Stosując standardowe podejście, wykonuje się tutaj sekcje o długości pięciu mikronów. Aby ułożyć sekcje na szkiełkach, należy je zanurzyć w kąpieli wodnej o temperaturze 40 stopni Celsjusza, a następnie przenieść do dodatnio naładowanych szkiełek szklanych. Po przymocowaniu do szkiełek susz je w temperaturze 60 stopni Celsjusza przez co najmniej 20 minut.
Szkiełka można teraz barwić ręcznie lub za pomocą automatycznego systemu barwienia. W przypadku rutynowego barwienia h i d specjalne plamy lub plamy chemii immunologicznej pojawiały się jako okrągłe jaskrawo zabarwione. w bloku parafinowym oraz we wszystkich sekcjach parafinowych.
Plamki pozwoliły na łatwą orientację i identyfikację tkanek w wielotkankowych blokach zawierających podobnie wyglądające tkanki pochodzące od różnych osób i grup badanych. W przypadku zastosowania w tkance, plamki mikromacierzy pozwoliły na wykorzystanie każdego rdzenia do cennych próbek tkanki, a plamki można było łatwo wybrać w sąsiedztwie rdzenia mikromacierzy tkankowej. Podejmując się tej procedury, należy pamiętać, że dokładna i jasna dokumentacja próbki biologicznej i miejsca w bloku ma kluczowe znaczenie dla jej pomyślnego wykorzystania.

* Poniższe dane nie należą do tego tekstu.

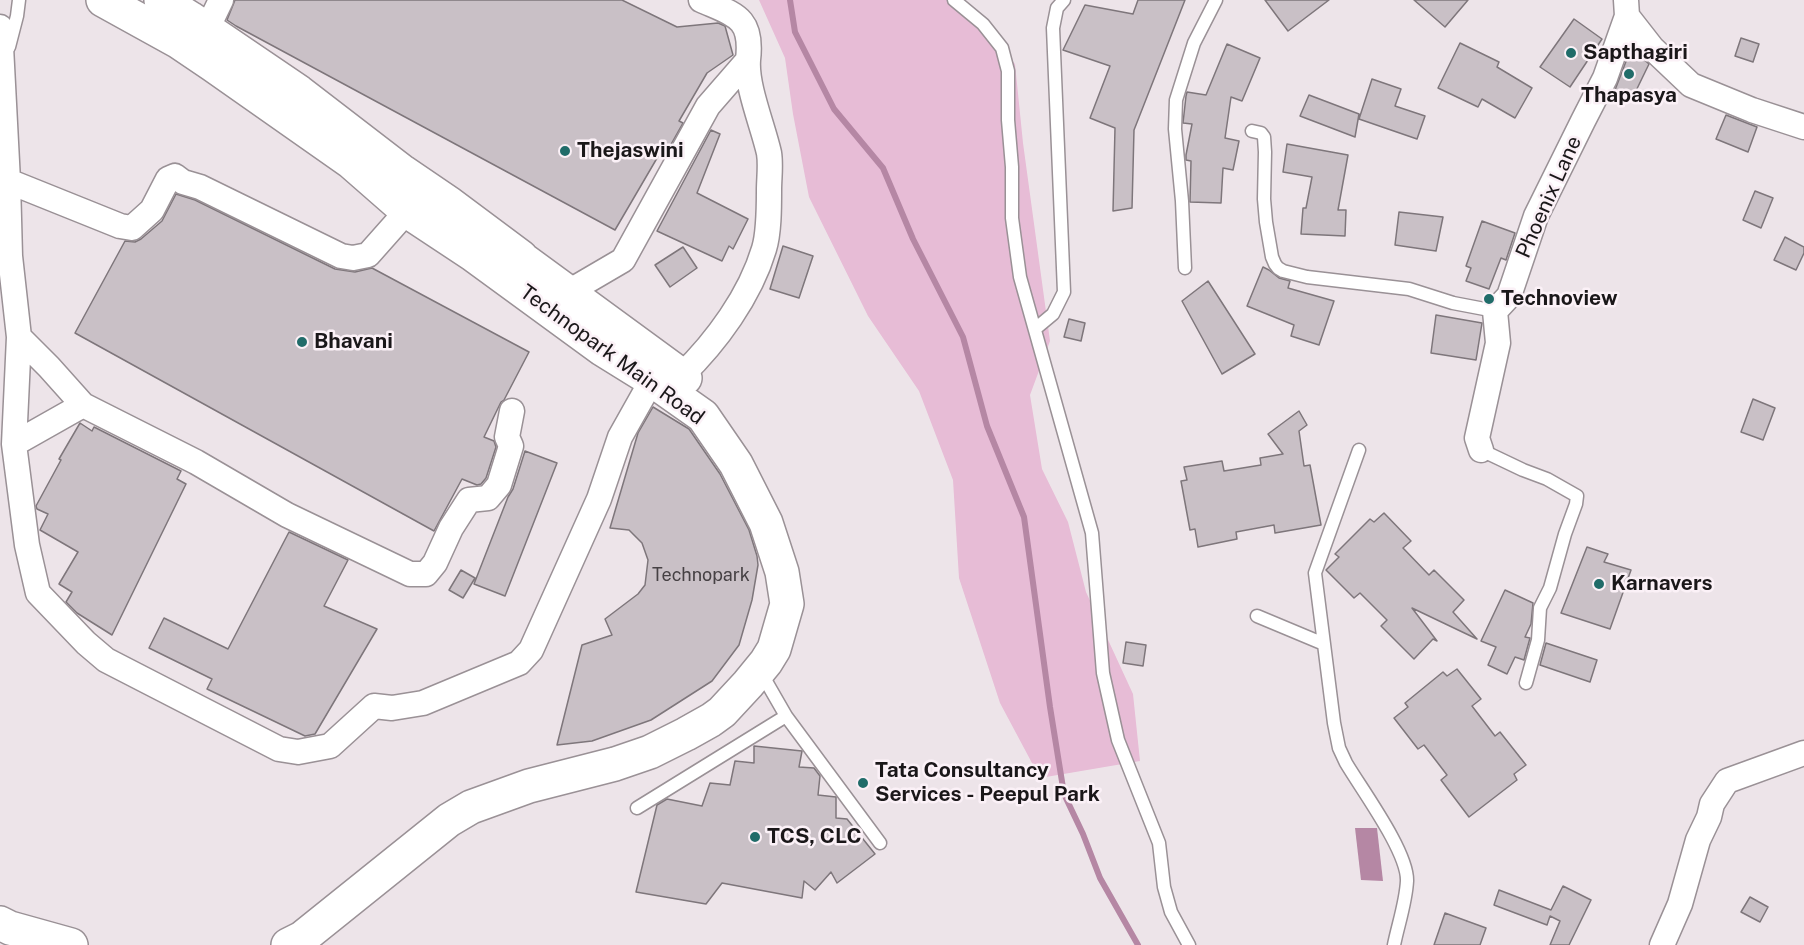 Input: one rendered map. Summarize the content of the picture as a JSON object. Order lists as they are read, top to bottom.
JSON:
{
  "streets": {
    "street": ["Phoenix Lane", "Technopark Main Road"]
  },
  "places": [
    "Sapthagiri",
    "Thapasya",
    "Thejaswini",
    "Technoview",
    "Bhavani",
    "Karnavers",
    "Tata Consultancy Services - Peepul Park",
    "TCS, CLC"
  ],
  "house_numbers": ["Technopark"]
} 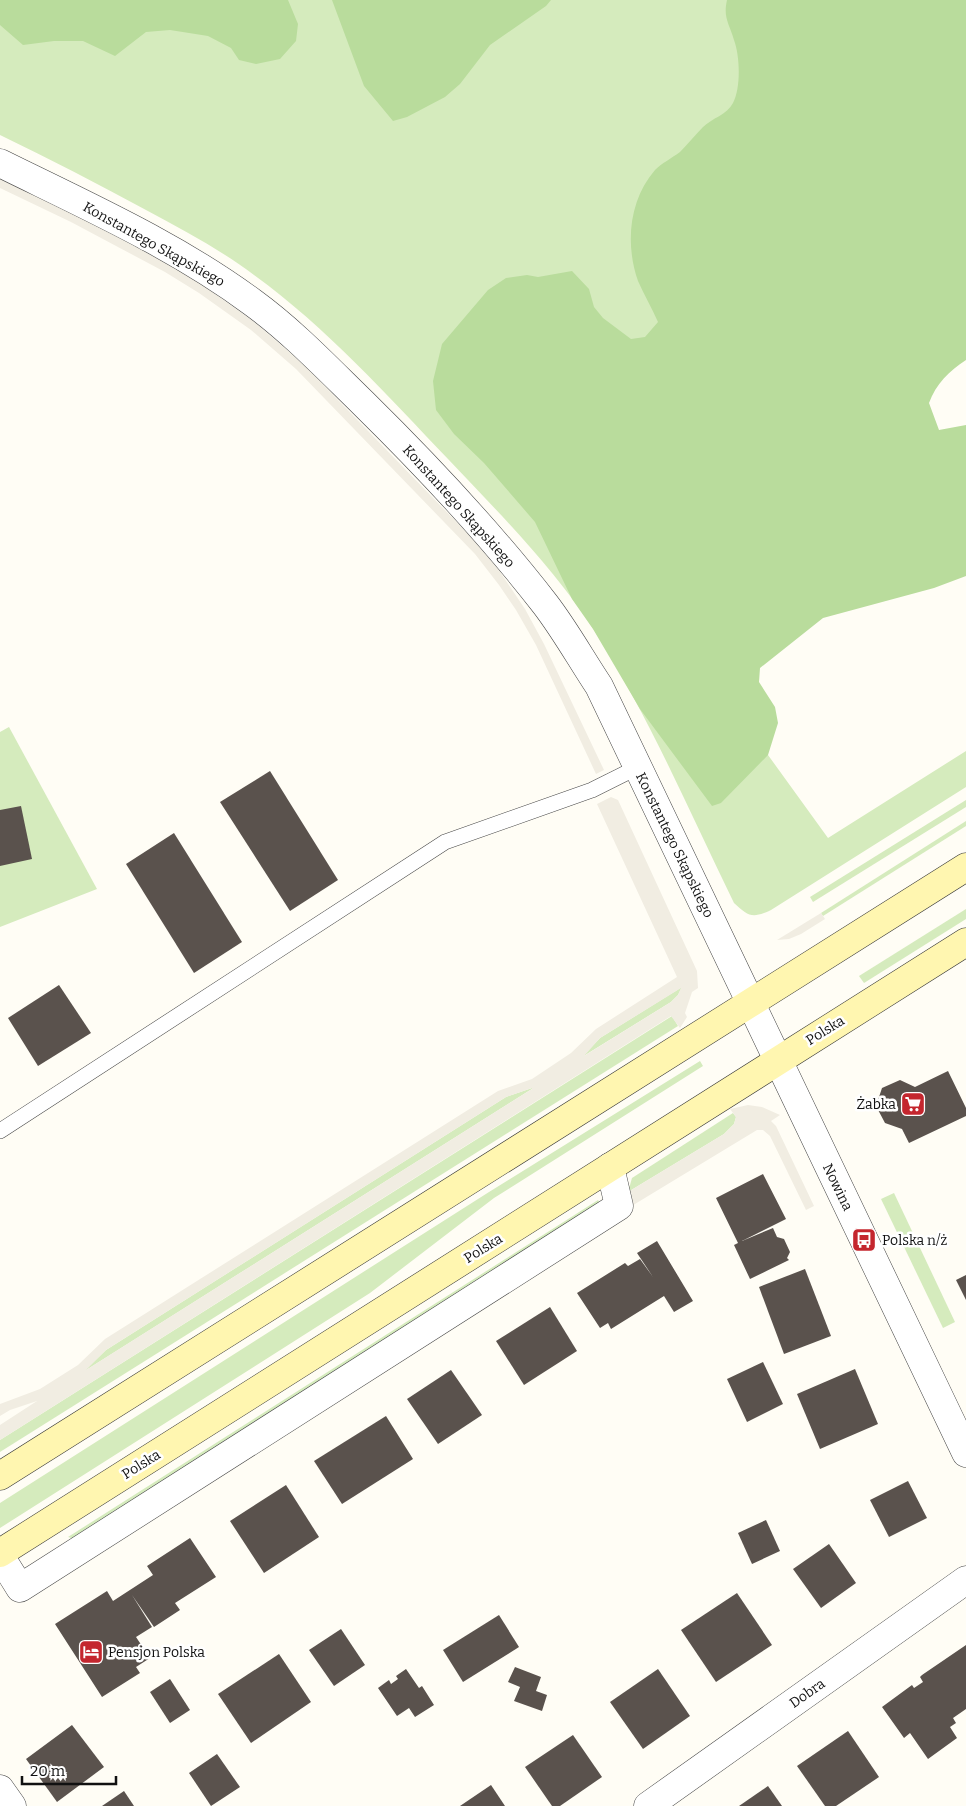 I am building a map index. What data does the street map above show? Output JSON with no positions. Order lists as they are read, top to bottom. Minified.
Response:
{"streets":{"street":["Konstantego Skąpskiego","Polska","Nowina","Dobra"]},"crossings":[["Konstantego Skąpskiego","Nowina"],["Polska","Nowina"]],"places":{"supermarket":["Żabka"],"bus stop":["Polska n/ż"],"hotel":["Pensjon Polska"]},"scale_bar":"20 m"} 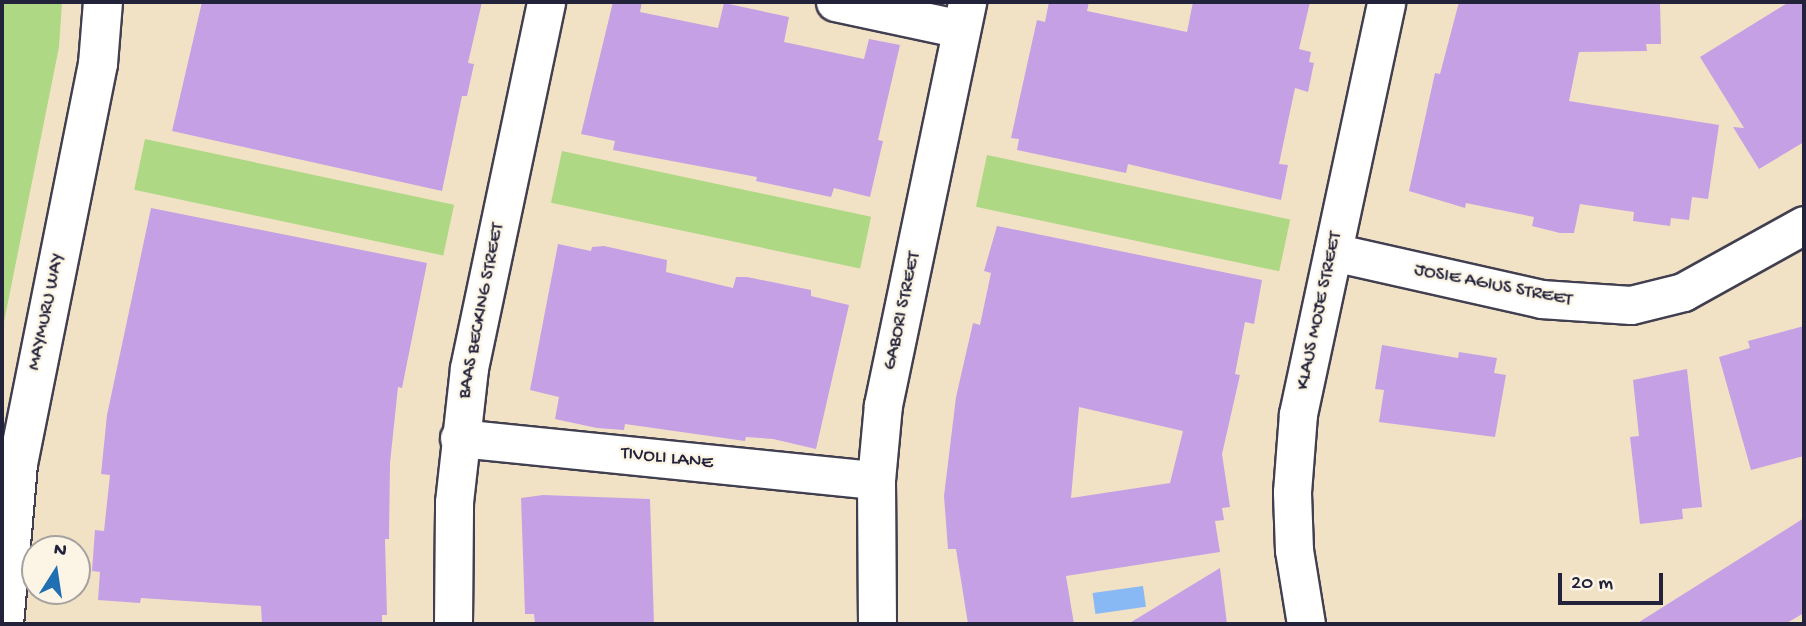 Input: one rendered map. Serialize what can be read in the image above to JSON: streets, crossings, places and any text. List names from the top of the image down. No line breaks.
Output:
{"streets":{"street":["JOSIE AGIUS STREET","BAAS BECKING STREET","GABORI STREET","KLAUS MOJE STREET","MAYMURU WAY","TIVOLI LANE"]},"crossings":[["JOSIE AGIUS STREET","KLAUS MOJE STREET"],["BAAS BECKING STREET","TIVOLI LANE"],["GABORI STREET","TIVOLI LANE"]],"scale_bar":"20 m","north":"top"}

Po obejrzeniu tego filmu powinieneś dobrze zrozumieć, jak łatwo utworzyć i używać znacznika orientacji próbki jako pomocy w identyfikacji tkanek w wielotkankowych blokach parafinowych.
View the full transcript and gain access to thousands of scientific videos
Etykieta Orientacji Próbki (SpOT) jest zaprojektowana, aby pomóc w identyfikacji poszczególnych tkanek w wielotkankowych blokach parafinowych. Ten artykuł opisuje budowę SpOT przy użyciu dostępnych materiałów histologicznych, zapewniając, że służy jako niezawodny wizualny marker.